AVAILABLE DATA:
☆ ☆ ☆ ☆
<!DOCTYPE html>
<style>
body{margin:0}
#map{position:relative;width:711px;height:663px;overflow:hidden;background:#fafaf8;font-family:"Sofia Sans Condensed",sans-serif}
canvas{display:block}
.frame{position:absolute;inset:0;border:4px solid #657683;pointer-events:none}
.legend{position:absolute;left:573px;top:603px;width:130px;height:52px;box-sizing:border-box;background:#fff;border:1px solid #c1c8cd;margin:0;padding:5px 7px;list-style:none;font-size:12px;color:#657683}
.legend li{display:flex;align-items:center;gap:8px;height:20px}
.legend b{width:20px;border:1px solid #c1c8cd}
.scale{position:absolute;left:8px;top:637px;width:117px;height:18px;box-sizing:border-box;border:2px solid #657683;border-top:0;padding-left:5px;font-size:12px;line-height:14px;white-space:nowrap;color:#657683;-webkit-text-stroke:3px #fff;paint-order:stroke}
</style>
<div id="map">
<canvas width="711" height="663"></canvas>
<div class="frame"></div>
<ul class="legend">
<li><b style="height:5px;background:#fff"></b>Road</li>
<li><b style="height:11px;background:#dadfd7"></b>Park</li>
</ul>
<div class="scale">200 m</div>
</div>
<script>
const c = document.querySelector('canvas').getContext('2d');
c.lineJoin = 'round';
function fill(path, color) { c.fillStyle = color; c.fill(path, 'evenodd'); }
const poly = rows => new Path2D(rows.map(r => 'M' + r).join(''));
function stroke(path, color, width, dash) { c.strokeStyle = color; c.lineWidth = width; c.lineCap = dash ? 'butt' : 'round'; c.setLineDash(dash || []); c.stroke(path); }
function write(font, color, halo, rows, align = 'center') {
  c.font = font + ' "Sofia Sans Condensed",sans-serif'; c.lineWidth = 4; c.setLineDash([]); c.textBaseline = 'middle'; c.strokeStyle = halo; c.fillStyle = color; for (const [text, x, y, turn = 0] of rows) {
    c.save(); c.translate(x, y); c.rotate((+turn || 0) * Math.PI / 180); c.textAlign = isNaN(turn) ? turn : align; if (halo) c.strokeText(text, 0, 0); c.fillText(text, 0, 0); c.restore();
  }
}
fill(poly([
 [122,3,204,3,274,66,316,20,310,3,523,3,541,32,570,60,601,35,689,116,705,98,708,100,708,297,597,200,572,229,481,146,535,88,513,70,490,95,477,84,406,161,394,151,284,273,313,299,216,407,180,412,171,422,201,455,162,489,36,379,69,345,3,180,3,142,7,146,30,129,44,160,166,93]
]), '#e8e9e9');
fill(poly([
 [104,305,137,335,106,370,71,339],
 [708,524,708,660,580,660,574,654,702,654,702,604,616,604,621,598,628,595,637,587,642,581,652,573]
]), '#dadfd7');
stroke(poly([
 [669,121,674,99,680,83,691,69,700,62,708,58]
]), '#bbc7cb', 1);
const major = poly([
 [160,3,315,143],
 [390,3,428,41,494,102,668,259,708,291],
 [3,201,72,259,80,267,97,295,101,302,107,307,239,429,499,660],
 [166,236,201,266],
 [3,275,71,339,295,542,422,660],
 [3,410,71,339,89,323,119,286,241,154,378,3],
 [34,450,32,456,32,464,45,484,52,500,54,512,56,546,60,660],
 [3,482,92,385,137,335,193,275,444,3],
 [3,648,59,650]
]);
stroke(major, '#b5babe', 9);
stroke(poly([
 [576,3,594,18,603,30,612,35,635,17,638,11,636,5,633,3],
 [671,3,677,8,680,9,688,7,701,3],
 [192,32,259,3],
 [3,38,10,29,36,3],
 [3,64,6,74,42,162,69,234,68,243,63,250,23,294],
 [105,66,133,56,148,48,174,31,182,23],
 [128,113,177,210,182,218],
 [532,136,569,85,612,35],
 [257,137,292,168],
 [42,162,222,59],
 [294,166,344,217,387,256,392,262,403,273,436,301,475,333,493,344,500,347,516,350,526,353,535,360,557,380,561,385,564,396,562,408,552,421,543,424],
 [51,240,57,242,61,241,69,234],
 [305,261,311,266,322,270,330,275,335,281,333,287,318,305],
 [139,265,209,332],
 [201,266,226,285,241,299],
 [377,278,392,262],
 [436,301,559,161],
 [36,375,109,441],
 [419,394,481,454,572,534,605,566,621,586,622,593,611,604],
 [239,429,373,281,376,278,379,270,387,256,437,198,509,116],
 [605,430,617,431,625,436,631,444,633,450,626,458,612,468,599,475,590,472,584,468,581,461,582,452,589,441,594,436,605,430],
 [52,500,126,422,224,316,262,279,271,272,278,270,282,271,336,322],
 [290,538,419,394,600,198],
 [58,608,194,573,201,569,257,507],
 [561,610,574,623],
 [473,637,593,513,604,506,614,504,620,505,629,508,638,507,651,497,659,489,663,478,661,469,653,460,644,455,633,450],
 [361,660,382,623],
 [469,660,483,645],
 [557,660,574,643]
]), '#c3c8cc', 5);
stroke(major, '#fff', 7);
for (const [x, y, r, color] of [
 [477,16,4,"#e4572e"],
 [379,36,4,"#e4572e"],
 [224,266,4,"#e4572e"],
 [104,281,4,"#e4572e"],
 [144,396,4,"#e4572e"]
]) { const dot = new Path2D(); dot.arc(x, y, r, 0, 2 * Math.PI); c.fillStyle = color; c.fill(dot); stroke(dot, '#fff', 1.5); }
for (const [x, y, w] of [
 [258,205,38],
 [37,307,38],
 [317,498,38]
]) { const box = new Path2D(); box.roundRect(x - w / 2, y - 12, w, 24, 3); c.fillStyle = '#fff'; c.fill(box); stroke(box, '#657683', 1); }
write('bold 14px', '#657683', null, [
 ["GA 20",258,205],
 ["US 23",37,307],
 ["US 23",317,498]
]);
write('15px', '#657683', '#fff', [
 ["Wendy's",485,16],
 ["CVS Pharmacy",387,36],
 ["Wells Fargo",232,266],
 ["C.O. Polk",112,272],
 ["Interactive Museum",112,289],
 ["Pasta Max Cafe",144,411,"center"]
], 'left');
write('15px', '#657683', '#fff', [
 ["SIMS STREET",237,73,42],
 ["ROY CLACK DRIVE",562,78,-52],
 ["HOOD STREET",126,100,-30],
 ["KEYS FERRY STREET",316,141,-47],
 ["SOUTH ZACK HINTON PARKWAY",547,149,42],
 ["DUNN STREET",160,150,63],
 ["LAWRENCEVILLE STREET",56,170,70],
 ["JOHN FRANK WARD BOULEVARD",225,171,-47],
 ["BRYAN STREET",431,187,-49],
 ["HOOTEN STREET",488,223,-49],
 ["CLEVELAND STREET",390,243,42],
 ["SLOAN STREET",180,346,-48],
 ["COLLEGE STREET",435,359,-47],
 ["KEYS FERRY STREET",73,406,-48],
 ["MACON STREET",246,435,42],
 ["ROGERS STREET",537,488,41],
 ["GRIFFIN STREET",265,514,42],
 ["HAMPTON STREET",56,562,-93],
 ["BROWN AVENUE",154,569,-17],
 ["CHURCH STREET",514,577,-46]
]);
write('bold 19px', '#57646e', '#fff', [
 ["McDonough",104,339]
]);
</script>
☆ ☆ ☆ ☆
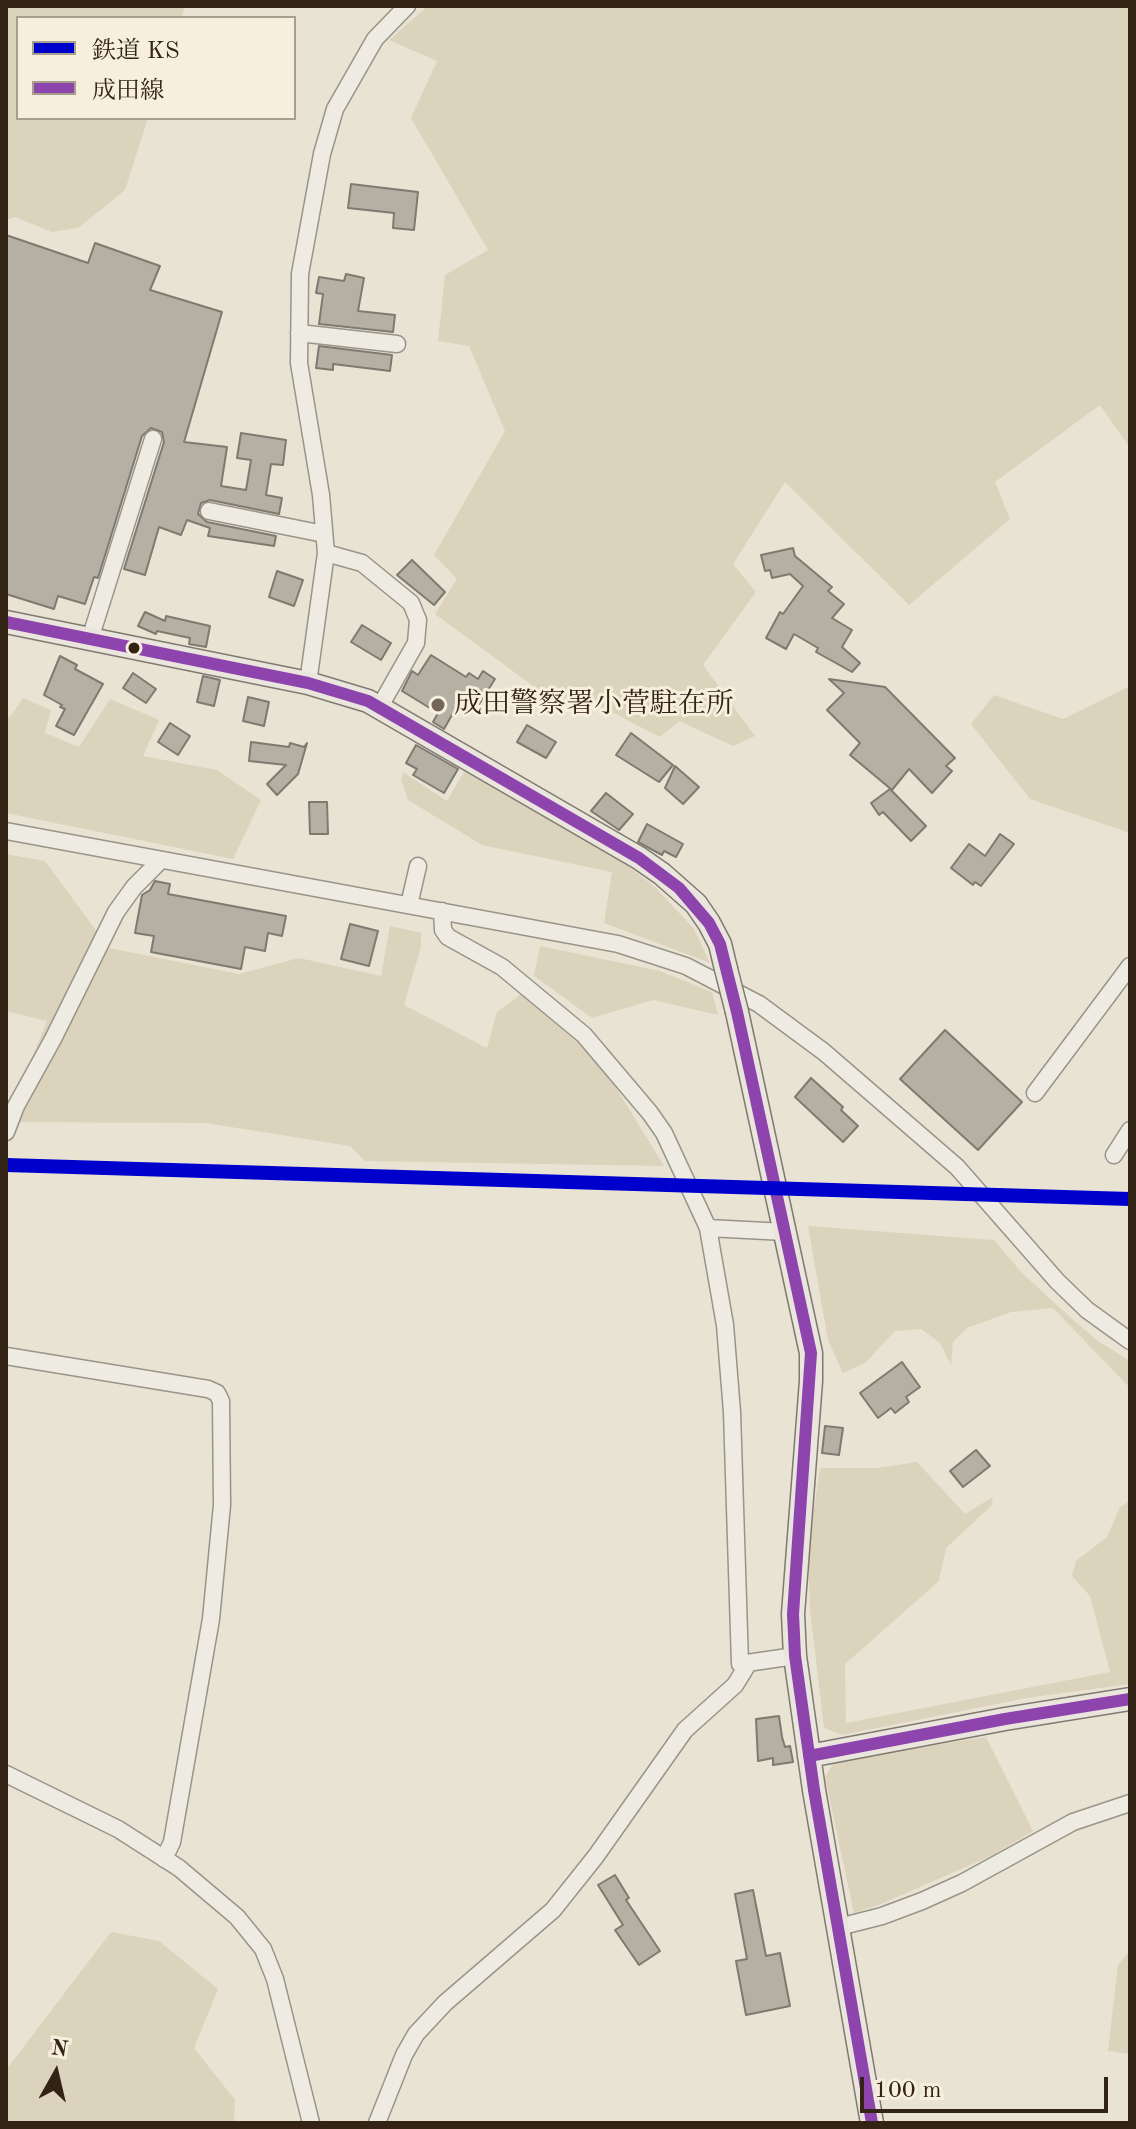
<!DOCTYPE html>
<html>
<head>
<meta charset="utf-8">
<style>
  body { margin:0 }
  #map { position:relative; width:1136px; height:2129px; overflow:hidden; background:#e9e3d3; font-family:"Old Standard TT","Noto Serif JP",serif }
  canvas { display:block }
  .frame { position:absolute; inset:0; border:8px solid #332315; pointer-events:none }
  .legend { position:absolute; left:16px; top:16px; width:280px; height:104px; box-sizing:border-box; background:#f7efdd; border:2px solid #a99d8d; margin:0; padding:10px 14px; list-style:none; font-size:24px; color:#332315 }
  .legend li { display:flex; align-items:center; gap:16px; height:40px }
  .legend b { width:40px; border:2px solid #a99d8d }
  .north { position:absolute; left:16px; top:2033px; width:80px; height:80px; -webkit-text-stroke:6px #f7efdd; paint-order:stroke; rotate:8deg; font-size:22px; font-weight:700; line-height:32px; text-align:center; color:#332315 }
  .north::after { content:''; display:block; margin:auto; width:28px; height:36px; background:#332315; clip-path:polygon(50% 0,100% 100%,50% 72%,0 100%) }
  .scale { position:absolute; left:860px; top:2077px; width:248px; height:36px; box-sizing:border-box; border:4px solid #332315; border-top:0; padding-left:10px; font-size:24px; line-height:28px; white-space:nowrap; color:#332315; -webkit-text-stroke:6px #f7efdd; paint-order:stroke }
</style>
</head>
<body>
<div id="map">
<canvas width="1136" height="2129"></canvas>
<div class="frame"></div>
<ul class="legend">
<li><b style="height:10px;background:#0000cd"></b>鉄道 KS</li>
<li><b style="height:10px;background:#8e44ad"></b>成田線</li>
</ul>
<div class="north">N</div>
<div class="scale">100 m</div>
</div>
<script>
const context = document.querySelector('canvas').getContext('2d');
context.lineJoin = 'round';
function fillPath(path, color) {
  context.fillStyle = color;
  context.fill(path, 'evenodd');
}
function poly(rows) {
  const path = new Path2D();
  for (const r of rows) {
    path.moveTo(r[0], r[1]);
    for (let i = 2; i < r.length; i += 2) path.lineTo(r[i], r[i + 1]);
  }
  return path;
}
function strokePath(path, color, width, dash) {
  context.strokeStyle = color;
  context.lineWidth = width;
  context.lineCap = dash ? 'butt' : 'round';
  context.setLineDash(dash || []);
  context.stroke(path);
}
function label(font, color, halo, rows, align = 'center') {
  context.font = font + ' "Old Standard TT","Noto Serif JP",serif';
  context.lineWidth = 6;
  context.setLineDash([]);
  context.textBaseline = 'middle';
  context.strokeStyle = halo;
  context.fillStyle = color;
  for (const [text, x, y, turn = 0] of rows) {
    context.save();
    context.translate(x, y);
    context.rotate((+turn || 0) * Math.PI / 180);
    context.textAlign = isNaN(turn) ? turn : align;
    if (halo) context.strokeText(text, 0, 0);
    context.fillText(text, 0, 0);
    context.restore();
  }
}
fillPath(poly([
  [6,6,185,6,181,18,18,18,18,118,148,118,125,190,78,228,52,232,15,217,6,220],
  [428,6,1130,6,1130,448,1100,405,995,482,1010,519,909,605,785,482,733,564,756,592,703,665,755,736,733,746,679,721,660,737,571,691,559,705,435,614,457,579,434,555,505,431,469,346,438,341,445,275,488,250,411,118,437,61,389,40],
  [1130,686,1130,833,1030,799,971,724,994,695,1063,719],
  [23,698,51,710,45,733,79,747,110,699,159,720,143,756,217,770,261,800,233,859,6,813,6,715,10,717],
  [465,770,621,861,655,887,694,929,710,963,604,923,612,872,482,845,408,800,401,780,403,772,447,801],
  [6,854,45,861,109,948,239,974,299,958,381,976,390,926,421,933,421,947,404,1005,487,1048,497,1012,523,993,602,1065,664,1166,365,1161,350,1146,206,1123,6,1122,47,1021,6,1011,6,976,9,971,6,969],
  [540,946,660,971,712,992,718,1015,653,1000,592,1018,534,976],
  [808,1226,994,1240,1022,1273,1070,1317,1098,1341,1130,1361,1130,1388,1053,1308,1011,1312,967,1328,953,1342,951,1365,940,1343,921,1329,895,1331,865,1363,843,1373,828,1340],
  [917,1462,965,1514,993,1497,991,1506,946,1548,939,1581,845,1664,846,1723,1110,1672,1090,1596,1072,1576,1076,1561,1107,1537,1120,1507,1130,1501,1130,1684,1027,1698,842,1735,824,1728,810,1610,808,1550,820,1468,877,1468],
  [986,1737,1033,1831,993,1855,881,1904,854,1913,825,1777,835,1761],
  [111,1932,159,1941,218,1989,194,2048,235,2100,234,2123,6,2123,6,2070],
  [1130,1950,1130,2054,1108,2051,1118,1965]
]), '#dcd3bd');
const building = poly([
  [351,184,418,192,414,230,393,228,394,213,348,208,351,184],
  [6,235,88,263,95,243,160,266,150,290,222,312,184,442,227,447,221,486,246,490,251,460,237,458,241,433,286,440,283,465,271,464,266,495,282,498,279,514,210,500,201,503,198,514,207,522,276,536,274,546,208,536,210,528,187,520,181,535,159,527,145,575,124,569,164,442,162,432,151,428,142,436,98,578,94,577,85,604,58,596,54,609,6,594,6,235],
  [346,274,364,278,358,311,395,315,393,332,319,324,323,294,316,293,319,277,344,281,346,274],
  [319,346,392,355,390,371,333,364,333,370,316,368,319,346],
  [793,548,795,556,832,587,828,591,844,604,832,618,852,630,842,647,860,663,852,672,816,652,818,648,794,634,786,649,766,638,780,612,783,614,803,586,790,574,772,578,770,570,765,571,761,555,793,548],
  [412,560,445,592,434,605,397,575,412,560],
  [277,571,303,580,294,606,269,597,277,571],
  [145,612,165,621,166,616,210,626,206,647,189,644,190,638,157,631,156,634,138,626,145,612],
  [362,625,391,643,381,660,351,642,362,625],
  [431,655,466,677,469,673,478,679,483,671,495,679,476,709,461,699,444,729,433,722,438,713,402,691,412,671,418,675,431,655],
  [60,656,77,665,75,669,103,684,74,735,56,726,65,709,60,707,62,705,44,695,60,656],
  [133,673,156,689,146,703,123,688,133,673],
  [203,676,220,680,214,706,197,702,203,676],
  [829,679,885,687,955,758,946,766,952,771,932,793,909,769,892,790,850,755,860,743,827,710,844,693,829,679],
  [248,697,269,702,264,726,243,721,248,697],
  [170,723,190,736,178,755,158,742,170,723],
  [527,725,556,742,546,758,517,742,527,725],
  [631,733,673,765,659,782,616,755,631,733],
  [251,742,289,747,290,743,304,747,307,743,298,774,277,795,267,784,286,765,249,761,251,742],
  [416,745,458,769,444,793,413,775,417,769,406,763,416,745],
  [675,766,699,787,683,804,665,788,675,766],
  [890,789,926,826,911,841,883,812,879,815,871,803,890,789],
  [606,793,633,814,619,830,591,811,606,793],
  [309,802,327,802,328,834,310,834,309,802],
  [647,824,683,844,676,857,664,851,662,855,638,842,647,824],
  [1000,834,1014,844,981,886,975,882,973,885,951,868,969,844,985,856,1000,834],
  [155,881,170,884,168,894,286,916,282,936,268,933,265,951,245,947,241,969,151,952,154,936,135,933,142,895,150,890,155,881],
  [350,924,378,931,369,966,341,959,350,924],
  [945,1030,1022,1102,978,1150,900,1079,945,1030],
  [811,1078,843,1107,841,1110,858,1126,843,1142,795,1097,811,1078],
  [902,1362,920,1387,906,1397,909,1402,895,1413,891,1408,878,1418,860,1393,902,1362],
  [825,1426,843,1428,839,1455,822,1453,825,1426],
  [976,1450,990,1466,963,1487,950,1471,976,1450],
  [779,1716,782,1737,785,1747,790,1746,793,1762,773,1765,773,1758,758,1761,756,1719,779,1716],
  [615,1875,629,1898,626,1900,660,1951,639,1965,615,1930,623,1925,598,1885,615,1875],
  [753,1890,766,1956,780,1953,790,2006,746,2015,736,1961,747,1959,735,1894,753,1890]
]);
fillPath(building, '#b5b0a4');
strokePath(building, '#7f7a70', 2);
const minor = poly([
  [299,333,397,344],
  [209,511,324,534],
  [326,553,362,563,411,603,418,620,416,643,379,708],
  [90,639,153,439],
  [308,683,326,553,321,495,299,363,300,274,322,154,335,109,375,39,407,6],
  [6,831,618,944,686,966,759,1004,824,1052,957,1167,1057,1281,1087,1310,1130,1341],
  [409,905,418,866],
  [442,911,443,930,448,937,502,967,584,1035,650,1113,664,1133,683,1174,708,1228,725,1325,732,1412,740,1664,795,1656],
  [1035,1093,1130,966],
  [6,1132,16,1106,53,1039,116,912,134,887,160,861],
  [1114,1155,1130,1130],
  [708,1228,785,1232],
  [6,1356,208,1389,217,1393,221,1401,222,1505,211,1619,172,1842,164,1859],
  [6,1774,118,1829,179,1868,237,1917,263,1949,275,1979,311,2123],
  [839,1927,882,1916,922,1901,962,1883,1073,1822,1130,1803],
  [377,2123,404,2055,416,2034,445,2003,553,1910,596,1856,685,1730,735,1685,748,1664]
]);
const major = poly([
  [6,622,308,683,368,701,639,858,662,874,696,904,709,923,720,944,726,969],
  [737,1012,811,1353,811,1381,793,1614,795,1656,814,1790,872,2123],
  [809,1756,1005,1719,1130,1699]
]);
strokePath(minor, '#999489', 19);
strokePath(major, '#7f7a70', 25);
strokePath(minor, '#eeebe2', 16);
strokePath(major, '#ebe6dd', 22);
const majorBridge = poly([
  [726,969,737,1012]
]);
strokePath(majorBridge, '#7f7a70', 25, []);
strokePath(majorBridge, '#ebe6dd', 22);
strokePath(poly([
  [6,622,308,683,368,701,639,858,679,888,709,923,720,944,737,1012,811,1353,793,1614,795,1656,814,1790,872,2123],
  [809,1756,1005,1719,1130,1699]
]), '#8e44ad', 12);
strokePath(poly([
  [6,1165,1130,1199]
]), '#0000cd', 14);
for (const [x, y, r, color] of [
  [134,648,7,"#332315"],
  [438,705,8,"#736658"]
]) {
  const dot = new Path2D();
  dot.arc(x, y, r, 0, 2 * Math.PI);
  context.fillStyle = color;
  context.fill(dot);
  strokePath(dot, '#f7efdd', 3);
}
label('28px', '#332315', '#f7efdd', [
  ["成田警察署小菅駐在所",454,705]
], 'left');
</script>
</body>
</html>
☆ ☆ ☆ ☆
WORK TO COMPLETE: Using only the entries above, output the line with "display:flex; align-items:center; gap:16px;", the line with "position:absolute; left:16px; top:2033px;", and all lines between them, exactly as they stand.

REPLY TO THE TASK:
  .legend li { display:flex; align-items:center; gap:16px; height:40px }
  .legend b { width:40px; border:2px solid #a99d8d }
  .north { position:absolute; left:16px; top:2033px; width:80px; height:80px; -webkit-text-stroke:6px #f7efdd; paint-order:stroke; rotate:8deg; font-size:22px; font-weight:700; line-height:32px; text-align:center; color:#332315 }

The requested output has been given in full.